Since Max was starting to ferret for loot and abscond with things he was not supposed to have, Hugh built a new garden gate to block the back parking lot. Max enjoyed being outside with Daddy and watching the project take shape, but he was not thrilled once he realized his freedom had been curtailed. Indoors, we had to be careful too, and we made sure that his Christmas presents were kept well out of reach. The problem we didn’t anticipate was the Christmas tree itself. We knew Max liked berries, for he’d often pick salmon-berries to eat in the woods, but it never occurred to us that he’d mistake a red Christmas-tree bulb for a berry. Still, that’s what he did. He crunched down a Christmas tree light bulb! We called Dr. Zinger, who told us to give Max hydrogen peroxide to make him throw up. However, Max kept two doses down and licked his lips as if he thought the medicine quite tasty. He slurped down some more spoonfuls, but still didn’t bring up the glass. Finally, I gave up and dispensed half a loaf of bread to coat it.
That night, we were to go to the William Tell for our anniversary dinner. My mother had come over to stay with the girls, but we set off with trepidation, not knowing if there would be problems with Max. I supposed concern about the dog dominated our evening, so we ended up talking pets with Mr. Dobeli, and heard all about his dominant and rather misbehaved dog named Willy.
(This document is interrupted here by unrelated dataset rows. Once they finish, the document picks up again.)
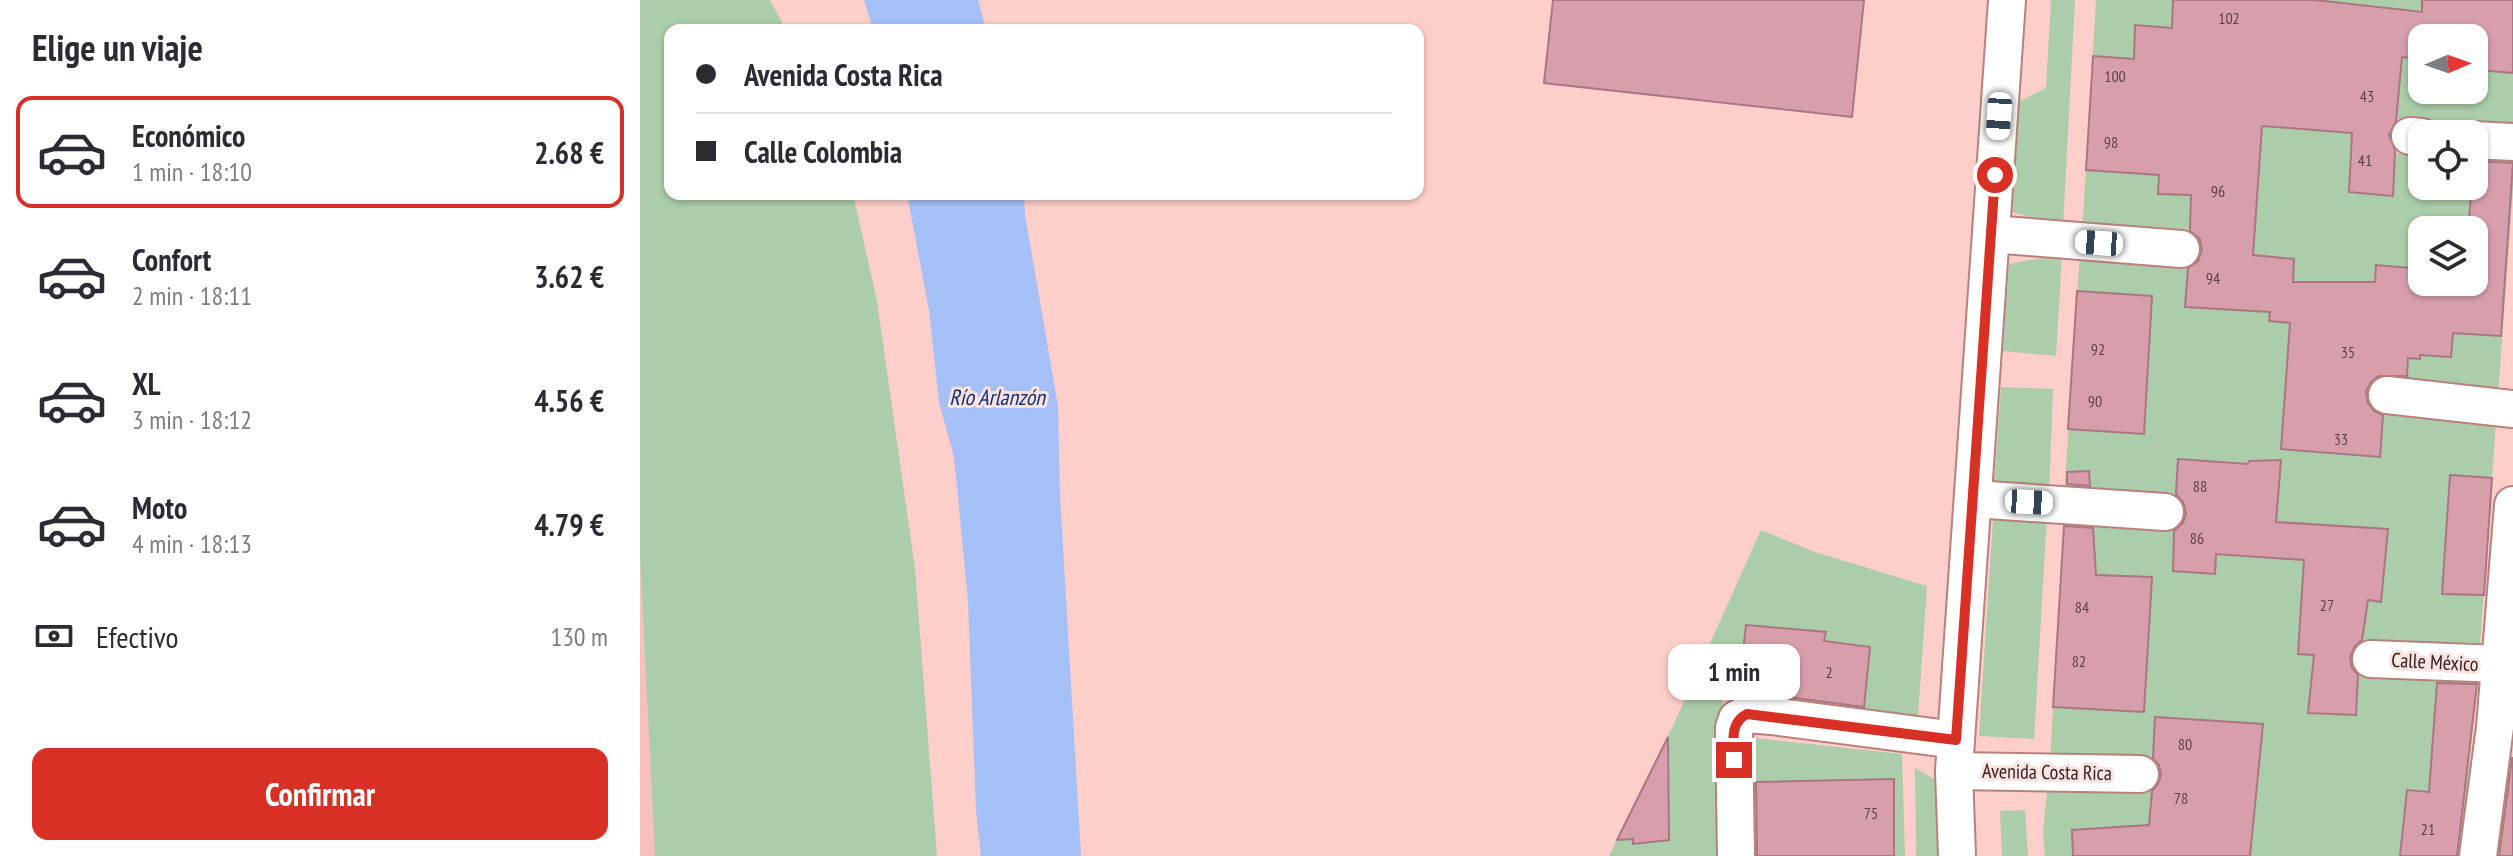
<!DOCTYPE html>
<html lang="es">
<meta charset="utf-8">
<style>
body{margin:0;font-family:"PT Sans Narrow",sans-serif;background:#f2f2f3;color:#2b2b33;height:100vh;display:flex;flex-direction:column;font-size:30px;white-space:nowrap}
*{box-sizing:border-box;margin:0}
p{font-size:26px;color:#7c7c81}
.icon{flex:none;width:44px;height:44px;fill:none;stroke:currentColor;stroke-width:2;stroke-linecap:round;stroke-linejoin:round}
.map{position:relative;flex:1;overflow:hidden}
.sheet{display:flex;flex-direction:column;background:#fff;width:640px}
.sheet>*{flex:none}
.top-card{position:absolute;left:24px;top:24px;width:760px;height:176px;border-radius:16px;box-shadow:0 2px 6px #0004;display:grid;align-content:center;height:176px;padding:0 32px;background:#fff}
.needle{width:52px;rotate:88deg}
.tools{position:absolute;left:1768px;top:24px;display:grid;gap:16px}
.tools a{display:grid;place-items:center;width:80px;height:80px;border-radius:16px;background:#fff;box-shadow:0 2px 6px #0004;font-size:40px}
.end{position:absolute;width:36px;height:36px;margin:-18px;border:10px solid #d93025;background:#fff;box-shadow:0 0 0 4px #fff}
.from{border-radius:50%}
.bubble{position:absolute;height:56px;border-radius:16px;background:#fff;box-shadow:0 2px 6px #0004;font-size:26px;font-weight:800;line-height:56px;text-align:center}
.car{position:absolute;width:24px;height:48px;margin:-24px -12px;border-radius:10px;box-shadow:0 0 6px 2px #0007;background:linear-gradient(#fff 24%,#345 0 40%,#fff 0 76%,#345 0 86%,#fff 0)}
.top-card b{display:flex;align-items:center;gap:28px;height:76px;font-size:30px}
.top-card b+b{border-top:2px solid #e1e1e2}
.top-card i{width:20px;height:20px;background:#2b2b33}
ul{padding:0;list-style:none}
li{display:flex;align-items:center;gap:24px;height:112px;margin:0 16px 12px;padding:0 16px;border:4px solid transparent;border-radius:16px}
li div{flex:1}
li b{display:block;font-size:30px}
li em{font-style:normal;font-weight:800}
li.active{border-color:#d93025}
li>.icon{width:72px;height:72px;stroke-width:1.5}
h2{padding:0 32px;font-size:36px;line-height:96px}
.pay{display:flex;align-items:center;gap:20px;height:88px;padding:0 32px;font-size:30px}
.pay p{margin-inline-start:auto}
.cta{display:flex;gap:16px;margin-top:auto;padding:16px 32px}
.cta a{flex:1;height:92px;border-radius:16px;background:#d93025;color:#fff;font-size:32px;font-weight:800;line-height:92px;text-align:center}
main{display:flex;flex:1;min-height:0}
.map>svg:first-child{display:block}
.built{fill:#f6c0bc}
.green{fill:#abcda9;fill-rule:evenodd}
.water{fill:#a4c0f6}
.building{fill:#d79fac;stroke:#ab7682;stroke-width:2}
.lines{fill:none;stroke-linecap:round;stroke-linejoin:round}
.street-casing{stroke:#b8817d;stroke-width:40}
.street{stroke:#fff;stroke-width:36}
.route{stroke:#d93025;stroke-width:10}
.labels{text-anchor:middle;stroke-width:6;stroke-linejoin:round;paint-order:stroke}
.number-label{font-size:16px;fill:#5f4143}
.street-label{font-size:20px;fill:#372220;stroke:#fae2df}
.water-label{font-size:22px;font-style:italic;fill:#11317c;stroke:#fae2df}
</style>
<main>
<section class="sheet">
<h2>Elige un viaje</h2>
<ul>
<li class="active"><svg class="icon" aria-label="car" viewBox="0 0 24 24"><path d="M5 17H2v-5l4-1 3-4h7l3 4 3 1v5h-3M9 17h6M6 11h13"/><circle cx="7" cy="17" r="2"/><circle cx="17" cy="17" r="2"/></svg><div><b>Económico</b><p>1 min · 18:10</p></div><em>2.68 €</em></li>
<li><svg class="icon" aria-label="car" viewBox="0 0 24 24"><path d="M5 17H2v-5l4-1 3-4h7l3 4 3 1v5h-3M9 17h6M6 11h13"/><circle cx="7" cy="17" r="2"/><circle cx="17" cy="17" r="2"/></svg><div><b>Confort</b><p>2 min · 18:11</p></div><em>3.62 €</em></li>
<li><svg class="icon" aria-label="car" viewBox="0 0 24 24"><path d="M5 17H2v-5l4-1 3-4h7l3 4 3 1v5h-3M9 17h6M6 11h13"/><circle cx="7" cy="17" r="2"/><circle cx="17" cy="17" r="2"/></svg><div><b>XL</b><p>3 min · 18:12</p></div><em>4.56 €</em></li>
<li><svg class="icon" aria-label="car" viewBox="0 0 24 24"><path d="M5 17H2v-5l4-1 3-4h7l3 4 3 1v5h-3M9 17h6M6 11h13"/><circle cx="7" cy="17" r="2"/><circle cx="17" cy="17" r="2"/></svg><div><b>Moto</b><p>4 min · 18:13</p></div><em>4.79 €</em></li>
</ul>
<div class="pay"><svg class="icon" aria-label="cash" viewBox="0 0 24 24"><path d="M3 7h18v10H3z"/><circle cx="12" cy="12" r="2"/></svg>Efectivo<p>130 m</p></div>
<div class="cta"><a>Confirmar</a></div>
</section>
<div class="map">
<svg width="1873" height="856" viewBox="0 0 1873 856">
<rect width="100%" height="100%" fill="#fececa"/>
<!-- built -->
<polygon class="built" points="0,558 15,856 0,856"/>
<!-- green -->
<g class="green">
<polygon points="0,0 130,0 146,30 30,30 30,194 213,194 237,301 275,569 297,856 15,856 0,558"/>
<polygon points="1411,0 1435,0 1423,226 1372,212 1380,101 1406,88"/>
<path d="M1456,0H1873V137L1786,133L1777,119L1756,120L1755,153L1771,155L1782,149V186H1834V148L1873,149V188L1839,658L1821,856H1405L1403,832L1408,781L1512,791V768L1500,767L1501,755L1498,758L1410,761L1425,511L1534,529L1535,515L1424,498L1440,251L1542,259L1543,268H1549L1550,231L1532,230L1531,240L1442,236ZM1782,38H1834V90H1782ZM1782,230H1834V282H1782Z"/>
<polygon points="1422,254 1416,356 1362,351 1369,264"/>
<polygon points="1361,387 1413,389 1409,493 1354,483"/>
<polygon points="1407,514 1394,739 1339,736 1353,517"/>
<polygon points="1121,530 1175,552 1287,586 1278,716 1082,693 1085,856 969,856 1033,726"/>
<polygon points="1115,738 1262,754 1265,856 1112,856 1110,750"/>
<polygon points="1275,768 1296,780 1299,856 1276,856"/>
<polygon points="1385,810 1388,856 1362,856 1360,811"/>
</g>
<!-- water -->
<g class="water">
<polygon points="224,0 338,0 346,30 233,30"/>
<polygon points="267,194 384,194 385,215 418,406 420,495 441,856 341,856 336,811 328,601 314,457 299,402 289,310"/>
</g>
<!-- building -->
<g class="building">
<polygon points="913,0 1224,0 1212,117 904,83"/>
<polygon points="1533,0 1675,0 1782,12 1782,0 1873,0 1873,73 1838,70 1839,64 1834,63 1834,38 1782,38 1782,59 1762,57 1756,121 1749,135 1755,150 1753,196 1709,192 1712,133 1622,126 1613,255 1654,259 1653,282 1735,282 1736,265 1782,269 1782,282 1834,282 1834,230 1828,230 1834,161 1873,163 1861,336 1813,333 1811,357 1780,355 1780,359 1768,358 1767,376 1739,376 1731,382 1726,392 1728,403 1734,411 1743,415 1740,457 1641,449 1650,323 1629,321 1630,312 1545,307 1548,268 1558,261 1562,250 1560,239 1550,231 1551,195 1518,194 1519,175 1446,170 1453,56 1494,59 1495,25 1532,28"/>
<polygon points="1437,291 1512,296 1504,434 1428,429"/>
<polygon points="1538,459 1608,464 1609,461 1641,460 1636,522 1748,529 1741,602 1728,600 1722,640 1714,647 1710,657 1712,668 1718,675 1716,715 1668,713 1674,655 1658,654 1664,560 1576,554 1575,574 1533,571 1534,531 1543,523 1546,513 1543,502 1536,494"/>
<polygon points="1449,471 1450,486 1427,484 1427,472"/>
<polygon points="1810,475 1852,478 1844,595 1802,594"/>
<polygon points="1424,526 1453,528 1456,575 1512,577 1504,712 1413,707"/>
<polygon points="1106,625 1186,632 1184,641 1230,647 1224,707 1133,695 1109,693 1098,695"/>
<polygon points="1797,683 1837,684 1817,856 1760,856 1767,790 1789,792"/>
<polygon points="1515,717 1623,724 1610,856 1433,856 1432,830 1509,825 1512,791 1518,784 1521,775 1519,765 1513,758"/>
<polygon points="1028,737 1029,840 993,844 993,839 977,840"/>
<polygon points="1873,758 1873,856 1859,856 1872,758"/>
<polygon points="1254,779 1254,856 1117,856 1116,782"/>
</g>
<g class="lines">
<defs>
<g id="street">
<polyline points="1770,136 1782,137"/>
<polyline points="1834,140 1873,142"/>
<polyline points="1351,234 1541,249"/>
<polyline points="1747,395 1873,409"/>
<polyline points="1334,499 1525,512"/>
<polyline points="1731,659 1860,664"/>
<polyline points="1314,771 1500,774"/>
<polyline points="1096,856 1094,728 1097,719 1107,714 1131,716 1316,740"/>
<polyline points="1317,856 1314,771 1316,740 1367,0"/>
<polyline points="1838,856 1855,727 1873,505"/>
</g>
</defs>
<!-- street casing -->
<use href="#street" class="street-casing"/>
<!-- street -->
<use href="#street" class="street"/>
</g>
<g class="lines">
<!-- route -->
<path class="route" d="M1094,760C1094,742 1089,723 1107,714L1316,740L1355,175"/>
</g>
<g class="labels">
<!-- number labels -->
<g class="number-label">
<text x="1589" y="24">102</text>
<text x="1475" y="82">100</text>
<text x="1727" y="102">43</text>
<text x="1471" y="148">98</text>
<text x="1725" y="166">41</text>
<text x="1578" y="197">96</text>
<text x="1573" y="284">94</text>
<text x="1458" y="355">92</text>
<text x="1708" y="358">35</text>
<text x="1455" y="407">90</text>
<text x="1701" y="445">33</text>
<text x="1560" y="492">88</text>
<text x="1557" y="544">86</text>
<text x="1687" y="611">27</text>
<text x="1442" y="613">84</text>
<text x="1439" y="667">82</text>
<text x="1189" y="678">2</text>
<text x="1545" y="750">80</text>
<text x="1541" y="804">78</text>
<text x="1231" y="819">75</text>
<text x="1788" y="835">21</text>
</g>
<!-- street labels -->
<g class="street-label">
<text transform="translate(1795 662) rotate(3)" y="7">Calle México</text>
<text transform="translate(1407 772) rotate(1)" y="7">Avenida Costa Rica</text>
</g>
<!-- water labels -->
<g class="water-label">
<text x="357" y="405">Río Arlanzón</text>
</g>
</g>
</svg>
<div class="tools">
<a><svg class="needle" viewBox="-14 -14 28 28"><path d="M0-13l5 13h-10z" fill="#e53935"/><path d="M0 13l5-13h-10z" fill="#7c7c81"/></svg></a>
<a><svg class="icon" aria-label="locate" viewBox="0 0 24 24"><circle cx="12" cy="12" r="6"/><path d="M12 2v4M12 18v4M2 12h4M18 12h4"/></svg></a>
<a><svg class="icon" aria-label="layers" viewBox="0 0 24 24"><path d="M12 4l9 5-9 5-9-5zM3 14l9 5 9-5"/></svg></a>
</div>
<i class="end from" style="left:1355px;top:175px"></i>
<i class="end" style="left:1094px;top:760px"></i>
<div class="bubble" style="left:1028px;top:644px;width:132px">1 min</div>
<i class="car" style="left:1359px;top:116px;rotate:184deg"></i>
<i class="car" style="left:1459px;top:243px;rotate:274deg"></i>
<i class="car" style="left:1389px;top:502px;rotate:93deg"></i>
<div class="top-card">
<b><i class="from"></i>Avenida Costa Rica</b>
<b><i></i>Calle Colombia</b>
</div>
</div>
</main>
Fortunately, dinner wasn’t marred by any emergency calls, and when we arrived home, naughty Max greeted us happily. He appeared to have digested his light bulb and was feeling in fine fettle, having been fussed over by my mother all evening. So I stopped worrying and wrote the incident into the Christmas show.
“How’s your tummy, Max. You look a bit peaky.”
“I can’t look Pekey. I’m a husky.”
Max’s first Christmas Day was great fun. The girls were up early to open their stockings, and Max, stirred into action by the activity, was very funny with his. He couldn’t figure out what was going on, but was most interested as assorted treats came out of his stocking. He proceeded to ‘bury’ them all over the bedroom, in the process wearing the skin off his nose. Later, he was equally interested in the present opening, particularly when he saw that Brandy’s present was a bag of the peanuts that he regularly stole from the squirrels. While we ripped wrapping paper off our presents, he worked his way through the peanuts, then sat down with his new chew toy and bared his teeth at anyone who went near it. A little lacking in the Christmas spirit, but then, what could you expect from a dog that ate light bulbs.